Offering Biology alone as a teaching subject at A’ level sounds too early to specialize in the only Biology, but perhaps we can weigh in light of the practice of other peer Universities.
(d) MODEL IV (Re-organizing, pre-determining, and communicating topical range covered under each examination paper): Change the examination style and format by ensuring all topics on A’ level Biology syllabus are examinable and in a pre-determined format.
This model is what is used in examining Physics, Chemistry, Mathematics, and other subjects, allowing a foreknowledge of the topics covered in a given examination paper.
These can be well established and known to the candidates and teachers using established rules.
In all other subjects, it is common knowledge that a given paper contains particular topics. In Physics for example, topics/sub-topics like Mechanics, Optics, Electricity, Nuclear physics, etc must belong to particular examination papers and questions in these topics (or sub-topics) are not littered anywhere and anyhow in any paper.
In History, European History as a topic that belongs to a particular History paper, Geography follows the same principles and all other A’ level subjects.
6. Why Models I and IV are simple and cost-effective, especially Model IV. With Model IV, that assumption is that examinations from UNEB are not set way too long in advance, but even if that was the case, re-structuring the topical composition of examination papers for a single subject is something that can be easily done and communicated to stakeholders.
Apparently this is the same model currently used by most of the A’ level subjects, and as such, it is not entirely new.
I propose that UNEB looks into the practicability of this proposal and apply it to Biology, too.
I presume that for the other subjects, there are guiding principles as to what topics are considered for each paper.
For example, it is possible to combine closely related topics/sub-topics (e.g., physiology, homeostasis/osmoregulation, taxonomy, ecology, evolution, genetics, population biology, behaviour and adaptation, etc) in the same paper.
My listing may sound awkward but this is a mere primer for thinking in this direction requires a benchmark of the current curriculum by NCDC.
7. The model I is best suited under the jurisdiction of Makerere University.
The reasoning is that this same model is used for training teachers of all other subjects at A’ level, just like for Model IV.
However, this model may guarantee better results only in a longer-term because there is a mandatory period of inertia before any impact can felt.
Nonetheless, exercising objectivity by mandated units is essential.
Units that are strong and mandated to lead in particular disciplines should be allowed to do so, and those that are weak should be supported.

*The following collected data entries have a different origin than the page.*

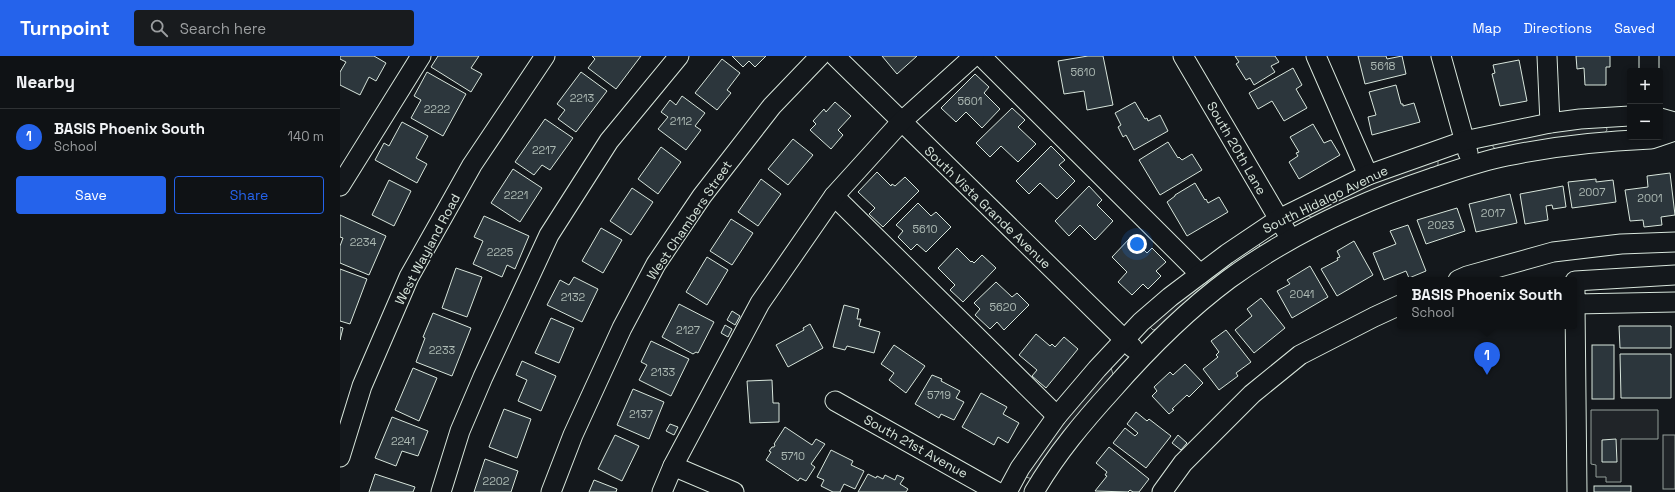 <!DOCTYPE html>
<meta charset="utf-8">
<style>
body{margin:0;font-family:"Space Grotesk",sans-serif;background:#181b1e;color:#f1f3f6}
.controls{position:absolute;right:12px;top:12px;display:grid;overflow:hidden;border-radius:4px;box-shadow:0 2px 6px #0003}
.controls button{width:36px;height:36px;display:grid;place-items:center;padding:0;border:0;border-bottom:1px solid #2f3234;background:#0f1215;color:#f1f3f6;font:20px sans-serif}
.you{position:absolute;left:797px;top:188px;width:14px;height:14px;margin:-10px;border:3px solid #fff;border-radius:50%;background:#1a73e8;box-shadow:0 0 0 6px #1a73e833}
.badge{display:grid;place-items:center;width:26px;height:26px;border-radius:50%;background:#2563eb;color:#fff;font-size:13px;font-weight:700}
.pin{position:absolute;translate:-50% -33px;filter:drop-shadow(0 1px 2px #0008)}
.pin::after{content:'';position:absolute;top:21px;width:14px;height:12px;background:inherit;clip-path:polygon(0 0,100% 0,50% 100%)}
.popup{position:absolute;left:1057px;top:221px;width:180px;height:52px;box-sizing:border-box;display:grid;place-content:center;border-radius:4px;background:#0f1215;filter:drop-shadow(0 1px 3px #0005);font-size:13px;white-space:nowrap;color:#9b9ea0}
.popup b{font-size:15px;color:#f1f3f6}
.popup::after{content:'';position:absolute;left:50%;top:100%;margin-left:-8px;border:8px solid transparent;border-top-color:#0f1215}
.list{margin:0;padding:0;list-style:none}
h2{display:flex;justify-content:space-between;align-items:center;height:52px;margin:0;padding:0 16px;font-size:17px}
h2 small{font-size:13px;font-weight:400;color:#9b9ea0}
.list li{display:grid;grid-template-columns:26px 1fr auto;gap:12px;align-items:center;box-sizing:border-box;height:56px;padding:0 16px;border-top:1px solid #2f3234}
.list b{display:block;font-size:15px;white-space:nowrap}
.list p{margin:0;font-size:13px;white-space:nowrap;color:#9b9ea0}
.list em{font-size:13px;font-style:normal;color:#9b9ea0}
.actions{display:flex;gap:8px;padding:12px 16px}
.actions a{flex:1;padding:9px 0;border:1px solid #2563eb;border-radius:4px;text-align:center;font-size:14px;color:#2563eb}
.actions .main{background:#2563eb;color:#fff}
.icon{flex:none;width:22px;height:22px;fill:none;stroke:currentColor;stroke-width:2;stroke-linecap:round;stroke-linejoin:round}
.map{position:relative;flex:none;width:1335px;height:436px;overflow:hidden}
header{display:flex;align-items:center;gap:24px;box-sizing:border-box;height:56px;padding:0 20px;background:#2563eb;color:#fff}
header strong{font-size:19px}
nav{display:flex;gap:22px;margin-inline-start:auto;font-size:14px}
.search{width:280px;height:36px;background:#181b1e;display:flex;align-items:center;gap:10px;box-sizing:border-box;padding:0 14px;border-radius:4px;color:#9b9ea0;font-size:15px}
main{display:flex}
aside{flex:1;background:#0f1215}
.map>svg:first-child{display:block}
</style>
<header>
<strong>Turnpoint</strong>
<div class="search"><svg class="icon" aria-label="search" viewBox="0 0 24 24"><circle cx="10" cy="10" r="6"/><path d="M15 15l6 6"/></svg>Search here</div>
<nav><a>Map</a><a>Directions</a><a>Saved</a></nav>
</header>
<main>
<aside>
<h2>Nearby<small></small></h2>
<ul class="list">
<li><span class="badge">1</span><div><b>BASIS Phoenix South</b><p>School</p></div><em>140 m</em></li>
</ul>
<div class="actions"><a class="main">Save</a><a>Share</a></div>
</aside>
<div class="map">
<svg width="1335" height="436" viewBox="0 0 1335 436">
<rect width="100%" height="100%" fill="#14181c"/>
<g fill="#202428" stroke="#939e99">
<polygon points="1266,69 1267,74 1264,78 1156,93 1153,91 1153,88 1175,80"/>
<polygon points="1098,103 1098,110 1026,137 973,162 967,159 1054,115"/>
<polygon points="919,187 920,191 817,273 813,274 809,270 865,219"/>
<polygon points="769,312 771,312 773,318 729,371 692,423 686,421 685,420 707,384"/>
<polygon points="1251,354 1318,354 1318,383 1281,383 1281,426 1266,426 1266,421 1256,421 1256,409 1251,408"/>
<rect x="1323" y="379" width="12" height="54"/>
</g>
<g fill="#2c363c" stroke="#d8e6dc">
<polygon points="0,0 34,0 46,7 36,25 29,21 20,39 0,29 0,16 6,6 0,3"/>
<polygon points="98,0 139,0 131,12 142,18 131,36 91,11"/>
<polygon points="252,0 301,0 276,33 248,12 255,3"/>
<polygon points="392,0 426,0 415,11 409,5 403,11"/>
<polygon points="542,0 577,0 557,18"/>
<polygon points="748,0 763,0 773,49 747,54 744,35 724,38 718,5"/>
<polygon points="895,0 935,0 939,6 931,10 935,16 914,29 910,22 906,24 896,8 899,6"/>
<polygon points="1018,0 1046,0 1047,3 1062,0 1066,18 1025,28"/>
<polygon points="1236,0 1270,0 1270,11 1266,11 1266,29 1245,29 1244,12 1237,13"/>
<polygon points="382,3 400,17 387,34 391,37 377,54 355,37"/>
<polygon points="1179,4 1187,45 1160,50 1152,18 1155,17 1153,9"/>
<polygon points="953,12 962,29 956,33 967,52 944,65 932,45 918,53 909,37"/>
<polygon points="87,16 126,38 103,80 71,62 81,44 74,40"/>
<polygon points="241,16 267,35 236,76 218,63 225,54 217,48"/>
<polygon points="635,18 649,31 644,37 660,53 642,72 626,56 616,66 601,52"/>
<polygon points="1056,29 1061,48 1063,48 1063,50 1074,47 1080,66 1032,79 1028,61 1036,59 1029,36"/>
<polygon points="342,40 365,57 355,70 361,74 346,94 318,73 328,61 321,56 330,44 336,49"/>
<polygon points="495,46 511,60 498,74 503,79 491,93 470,74 476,68 473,65 484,53 486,56"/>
<polygon points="795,46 805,63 807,62 808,65 820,59 828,75 794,94 786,79 783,81 778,71 781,69 775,57"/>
<polygon points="672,52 685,64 678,71 696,88 678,106 661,90 650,101 636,87"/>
<polygon points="205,63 233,82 210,114 202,109 194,119 175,106"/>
<polygon points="62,66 88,80 76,102 87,108 77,127 35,104 44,87 49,90"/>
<polygon points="973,68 984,87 991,84 1000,99 959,123 949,106 958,100 956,97 959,96 950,81"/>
<polygon points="453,83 473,99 448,129 428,113"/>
<polygon points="828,86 838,102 839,101 842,104 852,98 862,114 820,139 799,104"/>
<polygon points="711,90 725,104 719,109 735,125 717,143 700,127 689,138 676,125"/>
<polygon points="321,91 341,106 318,138 298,123"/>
<polygon points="173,113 202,132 180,166 151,147"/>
<polygon points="537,116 551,130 552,128 555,130 565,121 579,135 543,171 529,158 535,152 518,136"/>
<polygon points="1330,117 1335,159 1321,161 1322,169 1304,171 1303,164 1290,165 1285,134 1308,131 1307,120"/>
<polygon points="421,123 441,138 418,170 398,156"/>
<polygon points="1256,123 1256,126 1273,124 1276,146 1232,152 1228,126"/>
<polygon points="49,124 71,135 54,170 32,159"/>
<polygon points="855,127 865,144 866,143 868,147 879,141 888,156 847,180 827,146 835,140 835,139"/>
<polygon points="749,130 762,144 757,149 773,165 755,184 740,169 729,180 715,165"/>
<polygon points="1223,130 1226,151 1213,153 1212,149 1206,150 1208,164 1185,168 1180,138"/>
<polygon points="292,132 313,146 291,179 270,165"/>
<polygon points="1170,138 1177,167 1136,176 1129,148"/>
<polygon points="578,147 591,160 596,156 611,171 586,196 577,188 571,194 558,181 563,175 556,169"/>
<polygon points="1117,152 1125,175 1086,188 1077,164"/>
<polygon points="0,159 46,180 29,219 0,207 0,190 3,182 0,181"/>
<polygon points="144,160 189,180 175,213 167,209 162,221 133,208 143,185 134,181"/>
<polygon points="391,163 413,177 392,209 370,195"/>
<polygon points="1068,169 1086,215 1069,222 1066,215 1044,224 1033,197 1056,188 1050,175"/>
<polygon points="261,172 282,184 263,217 242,205"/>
<polygon points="791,181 807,197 812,192 826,206 816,215 821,220 808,233 803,228 792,239 778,226 787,216 772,201"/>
<polygon points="1014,185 1033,219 997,240 981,213 998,204 997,202 1000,201 997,195"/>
<polygon points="617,192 631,206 632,205 634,207 642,199 656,212 623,246 610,234 615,229 598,212"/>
<polygon points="367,201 388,214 367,249 346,236"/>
<polygon points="970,210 988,241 952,262 937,235 950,228 947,224"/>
<polygon points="116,212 142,221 127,261 102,252"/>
<polygon points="0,213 27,223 10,268 0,265"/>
<polygon points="234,221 258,233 242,266 207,249 220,224 229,229"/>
<polygon points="656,226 672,241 677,237 689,249 664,274 657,266 650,273 635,259 640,253 634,247"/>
<polygon points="921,242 945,272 914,297 895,274 912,260 907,253"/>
<polygon points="339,248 374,266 358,297 356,296 353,298 322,281"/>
<polygon points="504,249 519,253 517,263 521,263 519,270 540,276 534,297 507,290 505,294 493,291"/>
<polygon points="392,255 400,260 395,269 387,264"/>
<polygon points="93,257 131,272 112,320 76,306 85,282 83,281"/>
<polygon points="211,262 234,272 219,307 195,297"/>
<polygon points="470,268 483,292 448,311 436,289 464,274 463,272"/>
<polygon points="385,269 392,273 388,281 381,277"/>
<polygon points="1279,270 1331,270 1331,292 1280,292"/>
<polygon points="0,271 3,272 0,284"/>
<polygon points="886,274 911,306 896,317 898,320 879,334 863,313 878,301 876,299 879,296 871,285"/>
<polygon points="696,278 710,290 712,288 715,291 724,281 738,293 706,332 692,320 697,314 679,299"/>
<polygon points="311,285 349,303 331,340 299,324 307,309 301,306"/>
<polygon points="554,289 585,310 566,337 549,324 554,317 541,308"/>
<rect x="1252" y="289" width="22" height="54"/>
<polygon points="1280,298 1331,298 1331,342 1281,342"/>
<polygon points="182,305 216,320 201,355 178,345 187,324 176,319"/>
<polygon points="845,308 863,327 849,341 847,339 832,353 834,354 829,358 812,340 817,335 814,331 830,316 833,319"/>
<polygon points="73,312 97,322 79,365 55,354"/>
<polygon points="592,319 602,323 601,325 620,335 616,342 624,346 614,364 601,358 599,362 575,348"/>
<polygon points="432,324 433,347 439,347 439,366 410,367 407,325"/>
<polygon points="293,333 324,346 309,383 277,369"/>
<polygon points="641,337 667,351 663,358 679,367 668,387 658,381 654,389 622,371"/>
<polygon points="164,353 191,363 177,402 149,391"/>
<polygon points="796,356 807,365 809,363 831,380 806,412 773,387 785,372 795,380 798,377 787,368"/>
<polygon points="52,361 88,375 78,400 62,395 56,410 35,402"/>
<polygon points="330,368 338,371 334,379 326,375"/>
<polygon points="445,371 472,389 476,383 485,388 471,408 475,411 466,425 460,422 458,425 426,404 431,396 429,395 432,391 434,391 435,389 434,388"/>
<polygon points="275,379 299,390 282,425 258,413"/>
<polygon points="838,379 847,387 841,394 832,387"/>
<polygon points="1276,383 1277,406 1262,406 1262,384"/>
<polygon points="769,391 809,423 799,436 793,436 790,434 788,436 755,435 767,420 765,419 767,416 756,407"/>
<polygon points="491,394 513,405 511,409 524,415 515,433 504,428 500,436 493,436 481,430 484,424 477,421"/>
<polygon points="145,403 178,415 171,436 134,436"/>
<polygon points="35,418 75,431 73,436 29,436"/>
<polygon points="528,418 536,422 537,420 543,423 545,419 555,424 557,419 564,422 560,428 568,433 566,436 518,436"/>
<polygon points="254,424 277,433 276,436 249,436"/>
<rect x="1254" y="430" width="37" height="6"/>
</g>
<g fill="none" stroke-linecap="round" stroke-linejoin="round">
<defs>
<g id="minor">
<polyline points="495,0 793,292"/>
<polyline points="641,0 860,218"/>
<polyline points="843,0 946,175"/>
<polyline points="976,0 1028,119"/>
<polyline points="1101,0 1128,97"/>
<polyline points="1207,0 1210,67"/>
<polyline points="1309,0 1309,15"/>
<polyline points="1320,62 1335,66"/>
<polyline points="1320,80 1335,75"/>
<polyline points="0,130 81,0"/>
<polyline points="494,140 717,360"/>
<polyline points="1335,219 1235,225 1235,248 1335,246"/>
<polyline points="1118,224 1127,220 1213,196 1281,188 1335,186"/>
<polyline points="1235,248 1237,436"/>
<polyline points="495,345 657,436"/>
<polyline points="0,401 22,330 69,221 132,109 205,0"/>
<polyline points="333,410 394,436"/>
<polyline points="101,436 120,375 143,321 209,179 269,85 339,0"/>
<polyline points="211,436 233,379 282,272 316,208 362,140 432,50 480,0"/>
<polyline points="322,436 333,410 420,247 494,140 561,66 634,0"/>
<polyline points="667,436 680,412 717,360 757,313 801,266 830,241 887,198 939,163 1028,119 1124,85 1210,67 1240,63 1290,60"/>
<path d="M694 436C716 398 744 365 773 333 809 292 846 255 889 223 951 178 1020 146 1092 122 1116 114 1141 105 1167 100 1214 90 1262 85 1311 83L1317 81"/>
<polyline points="822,436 843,407 912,338 960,299 1034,261 1060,249"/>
</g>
</defs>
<use href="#minor" stroke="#d8e6dc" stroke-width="21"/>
<use href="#minor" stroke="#14181c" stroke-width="19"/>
</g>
<g text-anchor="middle" stroke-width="3" stroke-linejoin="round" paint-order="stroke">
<g font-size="11" fill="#adbab4">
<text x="1043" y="14">5618</text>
<text x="743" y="20">5610</text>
<text x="242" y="46">2213</text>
<text x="630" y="49">5601</text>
<text x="97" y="57">2222</text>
<text x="341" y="69">2112</text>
<text x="204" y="98">2217</text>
<text x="1252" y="140">2007</text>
<text x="176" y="143">2221</text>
<text x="1310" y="146">2001</text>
<text x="1153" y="161">2017</text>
<text x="1101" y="173">2023</text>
<text x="585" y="177">5610</text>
<text x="23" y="190">2234</text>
<text x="160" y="200">2225</text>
<text x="962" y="242">2041</text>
<text x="233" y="245">2132</text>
<text x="663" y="255">5620</text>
<text x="348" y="278">2127</text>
<text x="102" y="298">2233</text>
<text x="323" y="320">2133</text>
<text x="599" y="343">5719</text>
<text x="301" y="362">2137</text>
<text x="63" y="389">2241</text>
<text x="453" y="404">5710</text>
<text x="156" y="429">2202</text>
</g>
<g font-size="13" fill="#d8e6dc" stroke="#14181c">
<text transform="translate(897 92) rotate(60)" y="5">South 20th Lane</text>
<text transform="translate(985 143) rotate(-26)" y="5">South Hidalgo Avenue</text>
<text transform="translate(648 151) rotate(44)" y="5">South Vista Grande Avenue</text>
<text transform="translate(349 164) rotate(-56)" y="5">West Chambers Street</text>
<text transform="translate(87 193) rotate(-62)" y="5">West Wayland Road</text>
<text transform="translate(576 390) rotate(29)" y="5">South 21st Avenue</text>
</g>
</g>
</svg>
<div class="controls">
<button>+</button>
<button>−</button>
</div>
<div class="you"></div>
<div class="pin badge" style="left:1147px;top:319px">1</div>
<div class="popup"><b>BASIS Phoenix South</b>School</div>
</div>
</main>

This complementary (as opposed to competition and parasitism) approach should be encouraged, now that the days of over-dependence on student numbers for staff income are long gone.
In particular, CoNAS and CEES should put brains together and propose a detail under the supervision of the senate.
The two units already work together under this same Model I in training student-teachers of Mathematics, Chemistry and Physics, and these subjects have no or fewer problems compared to Biology.
Together, CoNAS and CEES can achieve much and if added to the action points from UNEB under Model IV, we should be certain of not less than 70% improved performance of A’ level Biology in a short-medium term.
Dr. Arthur Tugume is an Associate Professor of Plant Virology at Makerere University. He holds a PhD in Plant Pathology from the University of Helsinki, Finland.
He is the current Head, Department of Plant Sciences, Microbiology and Biotechnology in the College of Natural Sciences at Makerere University.